A renowned curator and respected insider of the international art scene since the mid-1960s, Michael Peppiatt has spent his professional life with many of the greatest artists of the 20th century. His close friendships and frequent studio visits with Dubuffet, Sonia Delaunay, Francis Bacon, Henry Moore, Balthus, Oldenburg, Brassaï, and Cartier-Bresson, among many others, have produced an incredible archive of interviews, from formal question-and-answer sessions to off-the-cuff conversations. These interviews combine to give a unique perspective on art from World War II to the present day. Peppiatt has selected forty-five of the most noteworthy and fascinating of his conversations with artists, from the world-famous to the under-recognized. The author approaches his subjects with a characteristic mix of passion, insight, and humor in a book that is consistently entertaining and informative, as the artists open up in unexpected ways about their work and their lives.

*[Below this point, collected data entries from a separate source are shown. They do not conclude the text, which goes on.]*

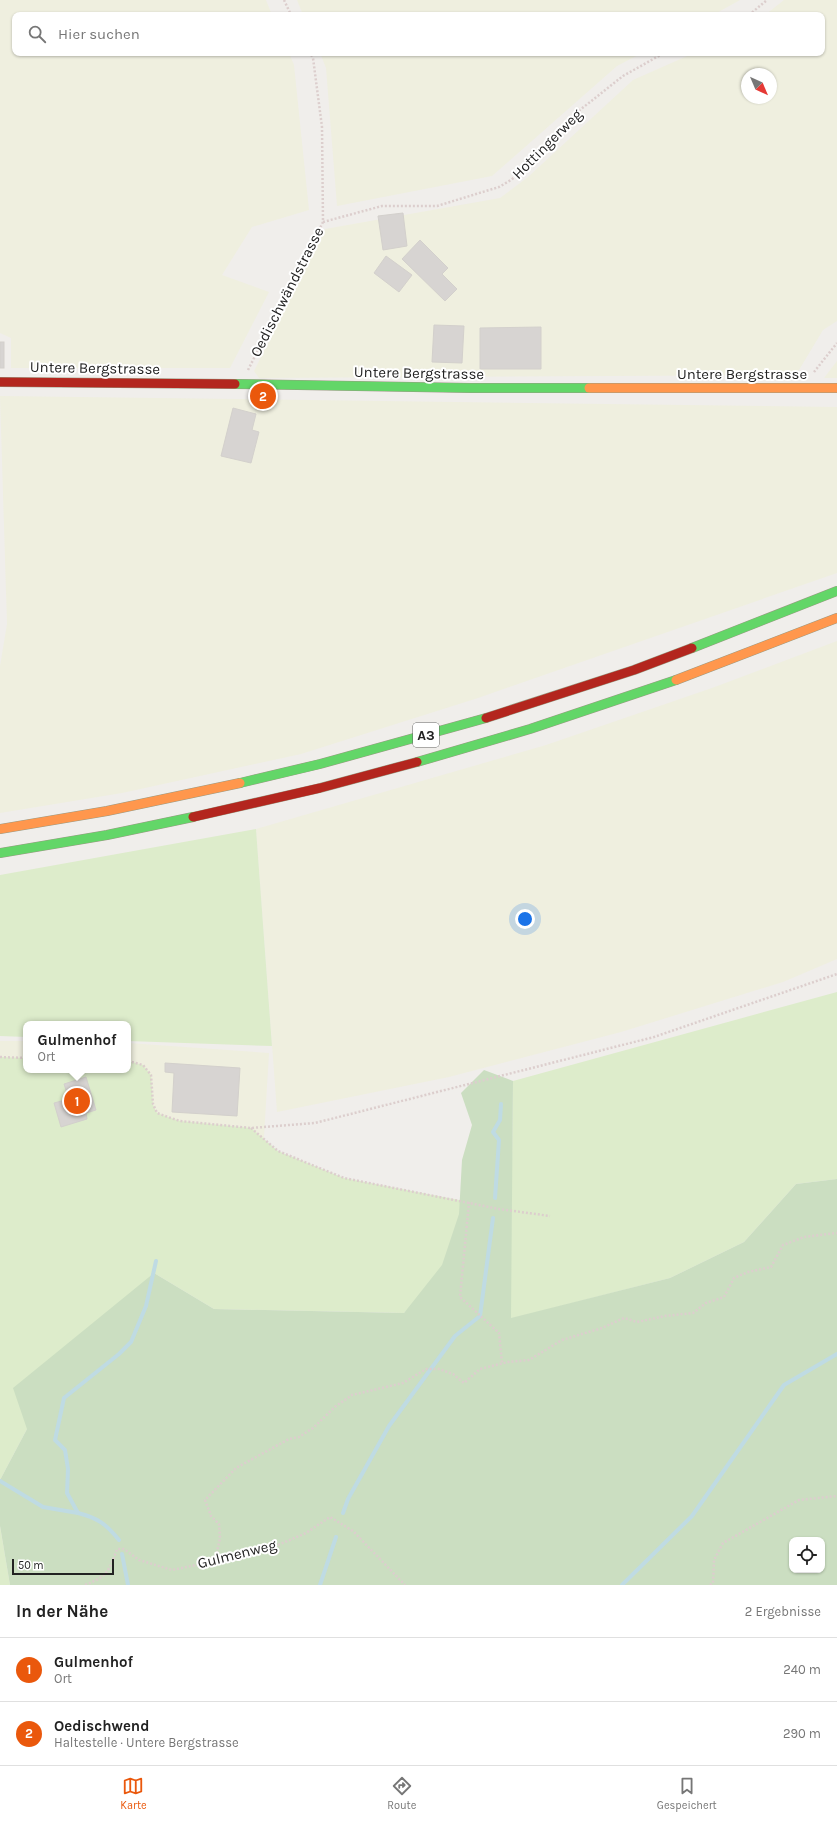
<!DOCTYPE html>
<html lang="de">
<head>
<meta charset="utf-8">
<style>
	:root { --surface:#fff; --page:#f2f2f2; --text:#222; --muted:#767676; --line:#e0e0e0; --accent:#ea580c }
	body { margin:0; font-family:Karla,sans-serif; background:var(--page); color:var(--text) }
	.controls { position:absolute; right:12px; bottom:12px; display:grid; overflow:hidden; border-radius:8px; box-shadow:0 1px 3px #0004 }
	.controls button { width:36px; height:36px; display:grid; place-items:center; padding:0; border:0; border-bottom:1px solid var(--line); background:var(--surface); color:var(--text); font:20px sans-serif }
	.compass { position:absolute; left:741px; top:68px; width:36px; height:36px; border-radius:50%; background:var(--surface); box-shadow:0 1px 3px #0004; rotate:136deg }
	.scale { position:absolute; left:12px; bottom:10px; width:102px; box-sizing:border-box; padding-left:4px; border:2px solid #222; border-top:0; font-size:11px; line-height:14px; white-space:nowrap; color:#222; -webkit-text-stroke:3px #fff; paint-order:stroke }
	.you { position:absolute; left:525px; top:919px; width:14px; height:14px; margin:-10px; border:3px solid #fff; border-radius:50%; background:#1a73e8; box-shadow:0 0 0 6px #1a73e833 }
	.badge { display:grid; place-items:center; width:26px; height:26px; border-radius:50%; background:var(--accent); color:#fff; font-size:13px; font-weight:700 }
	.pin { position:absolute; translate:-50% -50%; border:2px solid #fff; box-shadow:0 1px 4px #0006 }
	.popup { position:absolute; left:23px; top:1021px; width:108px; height:52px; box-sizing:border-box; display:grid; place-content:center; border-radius:8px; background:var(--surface); filter:drop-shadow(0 1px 3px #0005); font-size:13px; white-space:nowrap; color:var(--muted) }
	.popup b { font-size:15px; color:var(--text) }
	.popup::after { content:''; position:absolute; left:50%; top:100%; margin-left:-8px; border:8px solid transparent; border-top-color:var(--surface) }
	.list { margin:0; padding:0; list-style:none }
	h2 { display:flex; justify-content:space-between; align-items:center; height:52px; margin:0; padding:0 16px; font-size:17px }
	h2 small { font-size:13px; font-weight:400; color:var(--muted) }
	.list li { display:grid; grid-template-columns:26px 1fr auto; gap:12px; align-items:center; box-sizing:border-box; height:64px; padding:0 16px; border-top:1px solid var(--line) }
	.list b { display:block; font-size:15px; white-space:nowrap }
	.list p { margin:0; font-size:13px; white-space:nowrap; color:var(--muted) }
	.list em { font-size:13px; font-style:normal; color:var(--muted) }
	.icon { flex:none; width:22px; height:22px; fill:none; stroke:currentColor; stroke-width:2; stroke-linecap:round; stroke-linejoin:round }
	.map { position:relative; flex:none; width:837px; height:1585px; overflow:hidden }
	.search { position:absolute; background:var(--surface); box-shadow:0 1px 3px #0004; left:12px; right:12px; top:12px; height:44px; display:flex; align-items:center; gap:10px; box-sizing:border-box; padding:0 14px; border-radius:8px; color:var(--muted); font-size:15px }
	.sheet { height:180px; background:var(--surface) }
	nav { display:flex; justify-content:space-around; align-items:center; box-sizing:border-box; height:56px; border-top:1px solid var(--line); background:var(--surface); font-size:11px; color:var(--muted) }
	nav a { display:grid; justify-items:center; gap:2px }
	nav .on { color:var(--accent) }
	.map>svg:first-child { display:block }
</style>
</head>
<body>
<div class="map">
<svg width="837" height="1585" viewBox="0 0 837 1585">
	<rect width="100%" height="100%" fill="#f0eeeb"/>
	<g fill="#efefdf" fill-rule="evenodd">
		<polygon points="0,0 266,0 272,15 15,15 15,53 289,53 294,65 309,210 252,227 222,275 269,292 230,368 11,368 11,338 0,333"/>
		<polygon points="297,0 740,0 713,15 303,15"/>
		<path d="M784,0H837V321L823,330L796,375L259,378L254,371L325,229L500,198L528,177L633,80L694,53H822V15H765ZM747,74H771V98H747Z"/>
		<polygon points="320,53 642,53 617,66 492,176 337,206 326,68"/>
		<polygon points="837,361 837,378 824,378"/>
		<polygon points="0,396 837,407 837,573 478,698 301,754 122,793 0,813 0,666 7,624"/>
		<polygon points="837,641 837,959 783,982 621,1032 449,1077 277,1112 256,829 546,745 712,688"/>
		<polygon points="0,1041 26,1041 26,1070 128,1070 128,1043 269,1053 262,1170 0,1064"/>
	</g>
	<g fill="#ddeccb">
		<polygon points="256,829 272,1046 128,1041 128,1024 26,1024 26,1037 0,1036 0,875"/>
		<polygon points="837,992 837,1179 796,1184 744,1242 670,1278 510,1319 513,1081"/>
		<polygon points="0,1057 26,1058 26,1070 128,1070 128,1061 143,1065 151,1075 153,1105 157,1113 168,1117 180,1121 251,1128 278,1151 344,1178 469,1202 455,1263 404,1313 214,1309 154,1273 27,1429 0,1480"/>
		<polygon points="0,1526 10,1585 0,1585"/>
	</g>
	<path fill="#cbdec1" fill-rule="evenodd" d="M484,1070L513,1081L511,1318L670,1278L744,1242L796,1184L837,1179V1585H10L0,1526V1480L27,1429L13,1388L154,1273L214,1309L404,1313L442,1265L459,1214L462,1160L472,1125L461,1093ZM792,1540H822V1570H792Z"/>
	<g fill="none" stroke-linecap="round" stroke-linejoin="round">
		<g stroke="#bfdbe3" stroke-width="4">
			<polyline points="495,1198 499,1140 493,1132 500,1120 501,1104"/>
			<polyline points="0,1481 43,1507 78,1513"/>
			<polyline points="343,1513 348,1499 389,1426 455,1336 480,1316 493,1218"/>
			<path d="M119,1540C106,1524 98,1518 78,1513L67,1493L68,1469L65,1450L55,1440L64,1398L119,1354L131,1342L146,1306L156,1261"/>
			<polyline points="122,1554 128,1585"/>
			<polyline points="320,1585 336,1537"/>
			<polyline points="622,1585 692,1516 784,1385 837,1354"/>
		</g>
	</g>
	<g fill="#d7d4d2" stroke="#d3d0cc">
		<polygon points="403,213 407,246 383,250 378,216"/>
		<polygon points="420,240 448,268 442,274 457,289 445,301 402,259"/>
		<polygon points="386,256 412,275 399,292 374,273"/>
		<polygon points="434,325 464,326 462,363 432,362"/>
		<polygon points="541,327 541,369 480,369 480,328"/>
		<rect x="0" y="342" width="4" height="26"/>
		<polygon points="233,408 256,414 252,430 259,432 251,463 221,456"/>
		<polygon points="165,1063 240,1068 237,1116 172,1112 174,1073 165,1072"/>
		<polygon points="86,1077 96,1110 86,1113 87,1119 61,1127 54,1103 69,1099 64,1084"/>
	</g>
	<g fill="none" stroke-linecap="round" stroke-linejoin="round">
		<g stroke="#999a82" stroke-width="10">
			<g id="fast">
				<polyline points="235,384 471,388 589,388"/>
				<polyline points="692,648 837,591"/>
				<polyline points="417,762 530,729 676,680"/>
				<polyline points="240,783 320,764 486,718"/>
				<polyline points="0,853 107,835 193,817"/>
			</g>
		</g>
		<g stroke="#999a82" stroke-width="10">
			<g id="slow">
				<polyline points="589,388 837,388"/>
				<polyline points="676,680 837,618"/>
				<polyline points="0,829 107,811 240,783"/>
			</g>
		</g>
		<g stroke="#999a82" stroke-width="10">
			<g id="jam">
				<polyline points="0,382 235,384"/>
				<polyline points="486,718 634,670 692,648"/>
				<polyline points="193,817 320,788 417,762"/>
			</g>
		</g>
		<g stroke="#dccecd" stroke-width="2.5" stroke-dasharray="2 2" stroke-linecap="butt">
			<polyline points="284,0 291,15"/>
			<polyline points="749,15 767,0"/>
			<polyline points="323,222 382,206 437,206 499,187 511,180 521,172 571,117 623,76 664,53"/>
			<polyline points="248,370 323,222 322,127 313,58 310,53"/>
			<polyline points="814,372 837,343"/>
			<polyline points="0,1057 26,1058"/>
			<polyline points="128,1061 143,1065 151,1075 153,1104 157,1113 168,1117 180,1121 251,1128 315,1123 654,1037 837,974"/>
			<polyline points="251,1128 278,1151 344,1178 499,1209 550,1216"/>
			<polyline points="469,1202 460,1297 499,1333 502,1363"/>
			<polyline points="215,1561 220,1538 219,1524 211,1516 205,1500 236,1468 289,1439 299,1437 313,1428 336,1406 352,1395 403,1383 426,1369 439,1369 453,1374 464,1383 480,1369 508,1362 529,1360 562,1340 602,1328 624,1318 637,1322 665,1316 693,1313 706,1303 724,1297 734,1278 748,1272 771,1267 783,1245 804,1237 837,1233"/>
			<path d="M85,1585C108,1576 109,1571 117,1549H124L139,1560L172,1570L264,1551L306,1533L330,1517L353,1531L405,1585"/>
			<polyline points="710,1585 713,1583 714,1560 723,1543 799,1500 837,1496"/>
		</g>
		<use href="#fast" stroke="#63d668" stroke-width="9"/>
		<use href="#slow" stroke="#ff974d" stroke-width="9"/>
		<use href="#jam" stroke="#b3261e" stroke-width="9"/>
	</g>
	<g text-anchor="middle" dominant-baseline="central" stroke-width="4" stroke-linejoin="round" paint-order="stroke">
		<rect fill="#fff" stroke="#646464" stroke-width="1" x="413" y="723" width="26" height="24" rx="3"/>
		<g font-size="14" font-weight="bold" fill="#222">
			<text x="426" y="735">A3</text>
		</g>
		<g font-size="15" fill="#222" stroke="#fff">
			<text transform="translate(547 144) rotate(-45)">Hottingerweg</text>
			<text transform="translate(287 292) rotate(-63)">Oedischwändstrasse</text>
			<text transform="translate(95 368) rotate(1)">Untere Bergstrasse</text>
			<text transform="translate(419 373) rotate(1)">Untere Bergstrasse</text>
			<text x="742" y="374">Untere Bergstrasse</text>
			<text transform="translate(237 1554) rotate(-14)">Gulmenweg</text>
		</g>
	</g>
</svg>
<div class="controls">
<button><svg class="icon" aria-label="locate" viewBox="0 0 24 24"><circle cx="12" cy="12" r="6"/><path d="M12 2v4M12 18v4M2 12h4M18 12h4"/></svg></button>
</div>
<svg class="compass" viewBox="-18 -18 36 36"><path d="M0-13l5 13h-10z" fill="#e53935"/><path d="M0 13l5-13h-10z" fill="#767676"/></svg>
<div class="scale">50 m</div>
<div class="you"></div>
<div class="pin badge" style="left:77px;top:1101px">1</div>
<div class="popup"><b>Gulmenhof</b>Ort</div>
<div class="pin badge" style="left:263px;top:396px">2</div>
<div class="search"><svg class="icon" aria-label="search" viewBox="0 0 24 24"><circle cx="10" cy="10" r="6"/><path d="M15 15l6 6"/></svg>Hier suchen</div>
</div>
<section class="sheet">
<h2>In der Nähe<small>2 Ergebnisse</small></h2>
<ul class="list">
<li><span class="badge">1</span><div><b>Gulmenhof</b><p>Ort</p></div><em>240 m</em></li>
<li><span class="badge">2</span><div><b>Oedischwend</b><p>Haltestelle · Untere Bergstrasse</p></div><em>290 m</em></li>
</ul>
</section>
<nav>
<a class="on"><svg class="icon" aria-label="map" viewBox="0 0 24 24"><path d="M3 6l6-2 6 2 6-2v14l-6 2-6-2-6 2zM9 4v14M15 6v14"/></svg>Karte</a>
<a><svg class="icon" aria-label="directions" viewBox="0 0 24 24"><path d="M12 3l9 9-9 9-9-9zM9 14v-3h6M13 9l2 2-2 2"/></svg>Route</a>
<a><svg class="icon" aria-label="saved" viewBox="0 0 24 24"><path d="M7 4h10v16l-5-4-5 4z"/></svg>Gespeichert</a>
</nav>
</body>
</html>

Pretty damned dull really and about as insightful as staring vacuously into a tank with a preserved fish in it - in fact there's probably more insight in Hirst's oeuvre than there is in this and I have no great regard for the Brit/brat millionaire personification of High Art Lite.
Peppiatt is full of his own importance as a critic (which isn't very great really)and full of his own impotence as an artist. He makes the most interesting artists come -dead rather than come a-live. Right up there with Michael Craig-Martin.
Save yer money. Buy something by Robert Hughes. Even if its's not one of his books of art criticism at least you will have something decent to read other than this arse wipe of an expensive book.